Bert Freudenberg schrieb:
On Jun 14, 2007, at 11:28 , André Wendt wrote:
Hi,
I'm trying to invoke the primitiveFileOpen primitive from the FilePlugin from within the Interpreter:
<primitive: 'primitiveFileOpen' module: 'FilePlugin'>
obviously does not work: It doesn't get translated to C. How do I invoke a primitive of an (internal/external) plugin from within the Interpreter class?
This is generally a bad idea, because you would have to pass parameters on the smalltalk stack.
What are you actually trying to achieve?
Hi Bert,
I'm trying to write a logging facility for send (sample work for Prof. Hirschfeld, actually): Each time a message is sent, the target class, message and a couple of other properties should be logged.
That means I have to open a file upon initialization and write the file at each send.
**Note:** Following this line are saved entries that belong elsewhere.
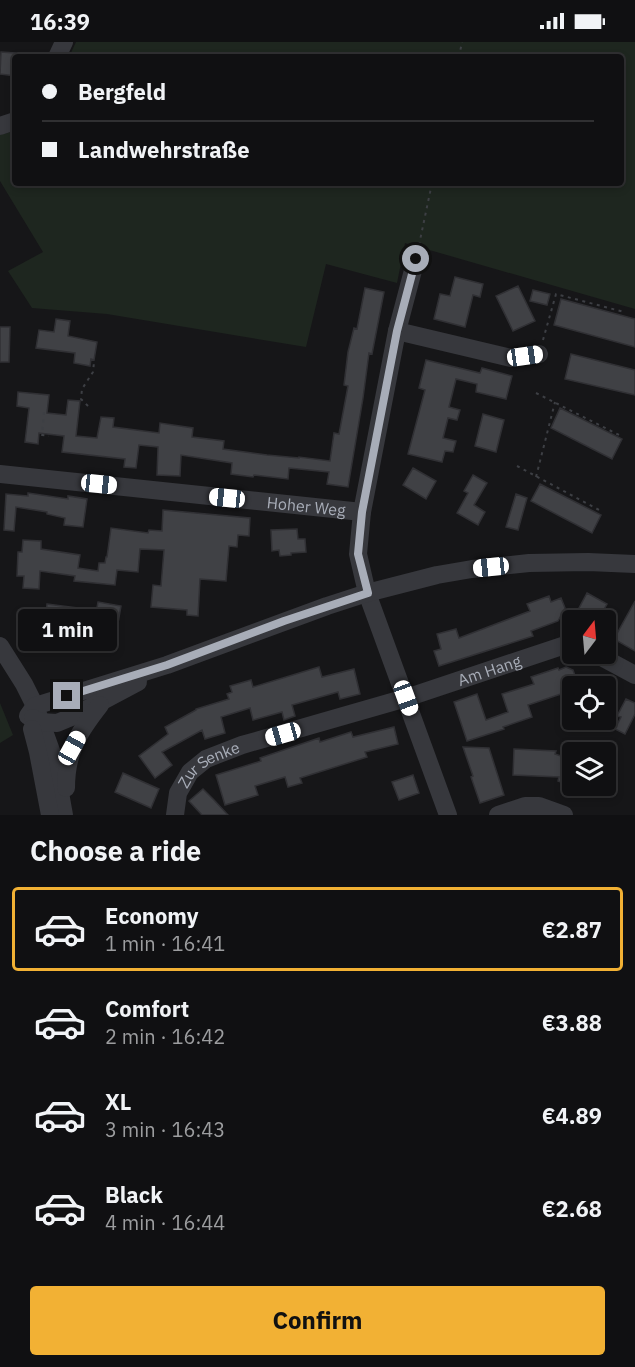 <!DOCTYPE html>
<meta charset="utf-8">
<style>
body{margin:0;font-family:"IBM Plex Sans",sans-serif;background:#19191b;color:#f1f3f6;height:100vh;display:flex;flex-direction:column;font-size:22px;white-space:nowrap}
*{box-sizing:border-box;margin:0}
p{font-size:20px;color:#9c9d9f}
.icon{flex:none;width:33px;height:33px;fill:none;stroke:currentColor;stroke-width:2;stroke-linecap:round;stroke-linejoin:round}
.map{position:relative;height:773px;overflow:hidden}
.sheet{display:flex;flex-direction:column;background:#101012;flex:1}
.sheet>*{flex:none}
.guide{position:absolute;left:12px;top:12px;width:612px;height:132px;border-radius:6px;box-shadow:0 3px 9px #0003,0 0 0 2px #303032;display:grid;align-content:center;height:132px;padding:0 30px;background:#101012}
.needle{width:39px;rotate:16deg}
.controls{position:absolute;left:562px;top:568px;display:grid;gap:12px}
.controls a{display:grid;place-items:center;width:54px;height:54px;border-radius:6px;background:#101012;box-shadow:0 3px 9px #0003,0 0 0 2px #303032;font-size:30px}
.end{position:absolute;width:27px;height:27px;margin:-14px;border:8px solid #a8adb8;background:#111;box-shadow:0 0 0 3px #111}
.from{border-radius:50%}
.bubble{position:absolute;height:42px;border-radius:6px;background:#101012;box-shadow:0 3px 9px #0003,0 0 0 2px #303032;font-size:20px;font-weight:700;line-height:42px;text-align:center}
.car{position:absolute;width:18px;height:36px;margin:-18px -9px;border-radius:8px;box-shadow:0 0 4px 2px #0007;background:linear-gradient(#fff 24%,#345 0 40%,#fff 0 76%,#345 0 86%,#fff 0)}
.guide b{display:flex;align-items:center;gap:21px;height:57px;font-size:22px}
.guide b+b{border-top:2px solid #303032}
.guide i{width:15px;height:15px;background:#f1f3f6}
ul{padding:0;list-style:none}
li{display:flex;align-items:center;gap:18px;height:84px;margin:0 12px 9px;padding:0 18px;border:3px solid transparent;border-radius:6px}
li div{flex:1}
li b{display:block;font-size:22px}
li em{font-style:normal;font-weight:700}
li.on{border-color:#f2b134}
li>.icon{width:54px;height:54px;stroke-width:1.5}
h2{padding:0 30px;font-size:27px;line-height:72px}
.button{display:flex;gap:12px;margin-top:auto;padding:12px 30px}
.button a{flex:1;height:69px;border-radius:6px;background:#f2b134;color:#111;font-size:24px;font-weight:700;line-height:69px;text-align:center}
.status{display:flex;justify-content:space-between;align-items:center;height:42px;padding:0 30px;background:#101012;direction:ltr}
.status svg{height:16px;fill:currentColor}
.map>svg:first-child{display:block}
.green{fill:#1e261f}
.building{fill:#404145;stroke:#303034;stroke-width:1.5}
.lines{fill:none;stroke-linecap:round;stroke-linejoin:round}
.path{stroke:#3d3f44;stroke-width:2;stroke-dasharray:3 4.5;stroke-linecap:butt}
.minor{stroke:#37383d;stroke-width:18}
.route{stroke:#a8adb8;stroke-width:8}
.labels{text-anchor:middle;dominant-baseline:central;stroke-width:4.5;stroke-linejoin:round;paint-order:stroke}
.street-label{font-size:16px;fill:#a8adb8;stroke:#111113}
</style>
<div class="status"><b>16:39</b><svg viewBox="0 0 49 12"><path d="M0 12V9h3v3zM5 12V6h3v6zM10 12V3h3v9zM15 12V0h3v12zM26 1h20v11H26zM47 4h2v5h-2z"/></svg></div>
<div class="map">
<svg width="635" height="773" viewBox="0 0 635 773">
<rect width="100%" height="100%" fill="#161618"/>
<path class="green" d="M 76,0 L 635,0 L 635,267 L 405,201 L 397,241 L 326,222 L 306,305 L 107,272 L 32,266 L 8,229 L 43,210 L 0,139 L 0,93 L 15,89 L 15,141 L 621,141 L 621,15 L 69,15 Z
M 0,661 L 13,693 L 0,701 Z"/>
<path class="building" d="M 1,10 L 15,11 L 15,34 L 0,32 Z
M 455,235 L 483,242 L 480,255 L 473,253 L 465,285 L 434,277 L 440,252 L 450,254 Z
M 518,244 L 535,279 L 513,289 L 496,254 Z
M 365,246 L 384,250 L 372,312 L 369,311 L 363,356 L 348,445 L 327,442 L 329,430 L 289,426 L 288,437 L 254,433 L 253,435 L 231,432 L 232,421 L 181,413 L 180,434 L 157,433 L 158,405 L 139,403 L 136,426 L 124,425 L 125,417 L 62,410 L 64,394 L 39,391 L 38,402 L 25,400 L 29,366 L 17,364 L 18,350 L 49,353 L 47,371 L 66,373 L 68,358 L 80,359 L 76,394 L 97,396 L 101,375 L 114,376 L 113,385 L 159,391 L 160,381 L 193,386 L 192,395 L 224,399 L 223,407 L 267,413 L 299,416 L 299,415 L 330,419 L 334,391 L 339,392 L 348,344 L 344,343 L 348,310 L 354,286 L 357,287 Z
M 533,248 L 550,252 L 547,263 L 530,259 Z
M 561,257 L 635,277 L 635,305 L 554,283 Z
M 56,277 L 70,279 L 68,294 L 97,300 L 94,318 L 91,317 L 90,324 L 74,321 L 75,311 L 36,306 L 39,288 L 54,290 Z
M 0,285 L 10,285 L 9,320 L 0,320 Z
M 571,312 L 635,328 L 635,353 L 565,337 Z
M 426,318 L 480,331 L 482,326 L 512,334 L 506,357 L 476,350 L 477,342 L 456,337 L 449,365 L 460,368 L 457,378 L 448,376 L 443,396 L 456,399 L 453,410 L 445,409 L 442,420 L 408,412 L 425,348 L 419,346 Z
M 560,366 L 622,397 L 612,417 L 551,386 Z
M 483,372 L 504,378 L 496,410 L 475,404 Z
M 413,426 L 436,439 L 426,457 L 403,443 Z
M 473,433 L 487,441 L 474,463 L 485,470 L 478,483 L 457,471 L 468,451 L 464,449 Z
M 540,442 L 601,473 L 592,491 L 531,459 Z
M 28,451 L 68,457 L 68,454 L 87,457 L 83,485 L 64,483 L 65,476 L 47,472 L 47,470 L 16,465 L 14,489 L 4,488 L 6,452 L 28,454 Z
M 516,452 L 527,456 L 518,488 L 506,485 Z
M 163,468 L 250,476 L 249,494 L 238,493 L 237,505 L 229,504 L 226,539 L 200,537 L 198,574 L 187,573 L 187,568 L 151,565 L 153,543 L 161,544 L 164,508 L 140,507 L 138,530 L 117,528 L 115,543 L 74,539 L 75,534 L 40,529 L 39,547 L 23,546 L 24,534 L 17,534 L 18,510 L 22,510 L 23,498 L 41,499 L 41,507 L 80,513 L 78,526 L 98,529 L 99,521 L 105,521 L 106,515 L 107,515 L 111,486 L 148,491 L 149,488 L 162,489 Z
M 297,487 L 298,497 L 305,497 L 306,510 L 291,511 L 291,513 L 280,514 L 279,508 L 272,509 L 271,488 Z
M 587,551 L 607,562 L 598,578 L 578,568 Z
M 549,554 L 551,560 L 561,556 L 565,566 L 558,579 L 531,589 L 533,594 L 439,624 L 434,609 L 441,607 L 437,592 L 456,587 L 459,596 L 530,569 L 527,562 Z
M 635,559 L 635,609 L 614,597 Z
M 98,560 L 121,564 L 118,581 L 95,577 Z
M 47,562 L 85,567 L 82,589 L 71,587 L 71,585 L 45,581 Z
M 319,625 L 322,635 L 354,627 L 360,652 L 340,657 L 338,650 L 292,663 L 295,674 L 284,678 L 282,670 L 253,678 L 250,666 L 221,675 L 225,691 L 205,697 L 202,688 L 162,710 L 172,723 L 155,736 L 139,714 L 168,692 L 165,685 L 196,668 L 196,667 L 229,657 L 227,652 L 232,650 L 230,644 L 251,638 L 253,645 Z
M 566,625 L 573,628 L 579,645 L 565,645 L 567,650 L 528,663 L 532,675 L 503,685 L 504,687 L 467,699 L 454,660 L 477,652 L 486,678 L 508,670 L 502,652 L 534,642 L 531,635 L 558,626 L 559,628 Z
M 626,657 L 635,661 L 635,672 L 625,692 L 615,687 L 621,675 L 617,674 Z
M 394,685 L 398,702 L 365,710 L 367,715 L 300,736 L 302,741 L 288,745 L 285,735 L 255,744 L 258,753 L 225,763 L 216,733 L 261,719 L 260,716 L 319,696 L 320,700 L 351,690 L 353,695 Z
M 463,705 L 489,706 L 504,753 L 480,761 L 471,735 L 473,734 Z
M 514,707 L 556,709 L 555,712 L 573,718 L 573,744 L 558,739 L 559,735 L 513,733 Z
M 123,731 L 159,747 L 151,766 L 115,750 Z
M 413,733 L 419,751 L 399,758 L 392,740 Z
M 203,747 L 214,758 L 228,773 L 202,773 L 189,759 Z"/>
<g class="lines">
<path class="path" d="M 459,15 L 462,0
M 419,203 L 432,141
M 543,298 L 556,252 L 624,270
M 536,351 L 621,394
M 88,364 L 81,357 L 82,347 L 93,330 L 94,320
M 44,370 L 42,393 L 49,394
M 517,424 L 601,469
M 536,435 L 555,360"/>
<g class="minor">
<path d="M 57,15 L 64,0"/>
<path d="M 0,84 L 15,79"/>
<path d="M 416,217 L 397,289 L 362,470 L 358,512 L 367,551 L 448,773"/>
<path d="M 397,289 L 511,316 L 539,312"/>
<path id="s1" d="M 0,432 L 362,470"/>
<path d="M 0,604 L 24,642 L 35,664 L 54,717 L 64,773"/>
<path d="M 596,612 L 635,633"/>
<path d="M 28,674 L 35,664 L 167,623 L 327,564 L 367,551 L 437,533 L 472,527 L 529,521 L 588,520 L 635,522"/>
<path d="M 33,676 L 40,680 L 57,681 L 74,674 L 138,640"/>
<path d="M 32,687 L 38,710 L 50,773"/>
<path d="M 66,746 C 66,710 78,691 100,663"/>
<path id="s2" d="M 175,773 L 178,751 L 190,730 L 206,717 L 242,703 L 406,656 L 565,603 L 573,603"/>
<path d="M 498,773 L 525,764 L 539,764 L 564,773"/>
</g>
</g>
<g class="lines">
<path class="route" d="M 67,654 L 167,623 L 284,579 L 368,551 L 358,512 L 362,470 L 397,289 L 416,217"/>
</g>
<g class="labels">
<g class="street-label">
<text stroke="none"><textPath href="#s1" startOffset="308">Hoher Weg</textPath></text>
<text stroke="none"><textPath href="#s2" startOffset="364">Am Hang</textPath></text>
<text stroke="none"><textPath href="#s2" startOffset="66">Zur Senke</textPath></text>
</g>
</g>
</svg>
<div class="controls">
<a><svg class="needle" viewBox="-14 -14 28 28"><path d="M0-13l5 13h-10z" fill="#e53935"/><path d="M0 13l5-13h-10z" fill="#9c9d9f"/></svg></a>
<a><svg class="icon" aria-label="locate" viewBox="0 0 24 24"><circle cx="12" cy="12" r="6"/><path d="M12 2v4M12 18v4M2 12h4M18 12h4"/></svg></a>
<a><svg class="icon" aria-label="layers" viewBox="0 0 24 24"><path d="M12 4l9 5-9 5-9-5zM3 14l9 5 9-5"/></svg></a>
</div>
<i class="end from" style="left:416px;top:217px"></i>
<i class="end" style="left:67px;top:654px"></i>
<div class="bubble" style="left:18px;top:567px;width:99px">1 min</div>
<i class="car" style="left:525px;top:314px;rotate:82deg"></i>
<i class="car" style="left:99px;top:442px;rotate:96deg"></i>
<i class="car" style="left:227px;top:456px;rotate:276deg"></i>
<i class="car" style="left:491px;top:525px;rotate:264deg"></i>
<i class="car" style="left:406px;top:656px;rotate:160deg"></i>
<i class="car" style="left:283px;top:692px;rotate:254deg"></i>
<i class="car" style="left:72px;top:706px;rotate:29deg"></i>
<div class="guide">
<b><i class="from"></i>Bergfeld</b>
<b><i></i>Landwehrstraße</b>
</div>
</div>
<section class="sheet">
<h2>Choose a ride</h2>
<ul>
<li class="on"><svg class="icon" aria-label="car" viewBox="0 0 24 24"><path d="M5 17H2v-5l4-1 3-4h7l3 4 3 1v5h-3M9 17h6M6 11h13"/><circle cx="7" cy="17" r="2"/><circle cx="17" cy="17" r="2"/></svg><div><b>Economy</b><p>1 min · 16:41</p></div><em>€2.87</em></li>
<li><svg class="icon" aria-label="car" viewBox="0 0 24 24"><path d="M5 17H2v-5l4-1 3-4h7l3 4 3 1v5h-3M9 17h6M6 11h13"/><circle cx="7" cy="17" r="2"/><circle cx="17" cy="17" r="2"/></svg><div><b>Comfort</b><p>2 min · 16:42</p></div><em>€3.88</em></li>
<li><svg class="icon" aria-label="car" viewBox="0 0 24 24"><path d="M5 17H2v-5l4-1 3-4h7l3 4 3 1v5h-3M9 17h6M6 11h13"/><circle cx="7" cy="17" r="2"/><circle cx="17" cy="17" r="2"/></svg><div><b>XL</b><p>3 min · 16:43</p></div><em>€4.89</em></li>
<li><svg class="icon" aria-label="car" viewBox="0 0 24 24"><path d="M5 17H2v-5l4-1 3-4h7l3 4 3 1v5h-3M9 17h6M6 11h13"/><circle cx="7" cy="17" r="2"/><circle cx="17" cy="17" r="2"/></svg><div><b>Black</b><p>4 min · 16:44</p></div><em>€2.68</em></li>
</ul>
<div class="button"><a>Confirm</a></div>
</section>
There's no other way than to do that in the Interpreter, as far as I can see.
André
On Jun 14, 2007, at 14:31 , André Wendt wrote:
Bert Freudenberg schrieb:
On Jun 14, 2007, at 11:28 , André Wendt wrote:
Hi,
I'm trying to invoke the primitiveFileOpen primitive from the FilePlugin from within the Interpreter:
<primitive: 'primitiveFileOpen' module: 'FilePlugin'>
obviously does not work: It doesn't get translated to C. How do I invoke a primitive of an (internal/external) plugin from within the Interpreter class?
This is generally a bad idea, because you would have to pass parameters on the smalltalk stack.
What are you actually trying to achieve?
Hi Bert,
I'm trying to write a logging facility for send (sample work for Prof. Hirschfeld, actually): Each time a message is sent, the target class, message and a couple of other properties should be logged.
I'm pretty sure John McIntosh did that before.
That means I have to open a file upon initialization and write the file at each send. There's no other way than to do that in the Interpreter, as far as I can see.
What about fopen()?
- Bert -
On 14.06.2007, at 14:31, André Wendt wrote:
Hi Bert,
I'm trying to write a logging facility for send (sample work for Prof. Hirschfeld, actually): Each time a message is sent, the target class, message and a couple of other properties should be logged.
That means I have to open a file upon initialization and write the file at each send. There's no other way than to do that in the Interpreter, as far as I can see.
Hacking the interpreter is one solution... but you can do it from inside the image, with no VM changes, too. It might be a bit slower, though. (and maybe not what you need at all, nevertheless, it is good to now all the options).
One way to achieve this with no VM change is to manipulate the bytecode of the methods.
So for logging sends, you would add bytecode in front of each send that does the logging. This bytecode can access all sorts of information, e.g. the sender or the arguments of the sends.
We did a library that makes this kind of manipulation relatively easy to do:
http://www.iam.unibe.ch/~scg/Research/ByteSurgeon/
The ByteSurgeon framework has been used for a "Log everything" Back- in-Time Debugger.
We now have an even better system (called "Reflectivity") for this kind of meta programming things (not based on bytecode manipulation). If you decide to play with logging sends from "inside" the image, this should be quite interesting. The resulting code is faster then doing bytecode manipulation, and it allows for far better control (it implements the model of Partial Behavioral Reflection found in Reflex for Java).
This is not yet released, but if you want to play with it, please send me a mail (I am happy about any users ;-)).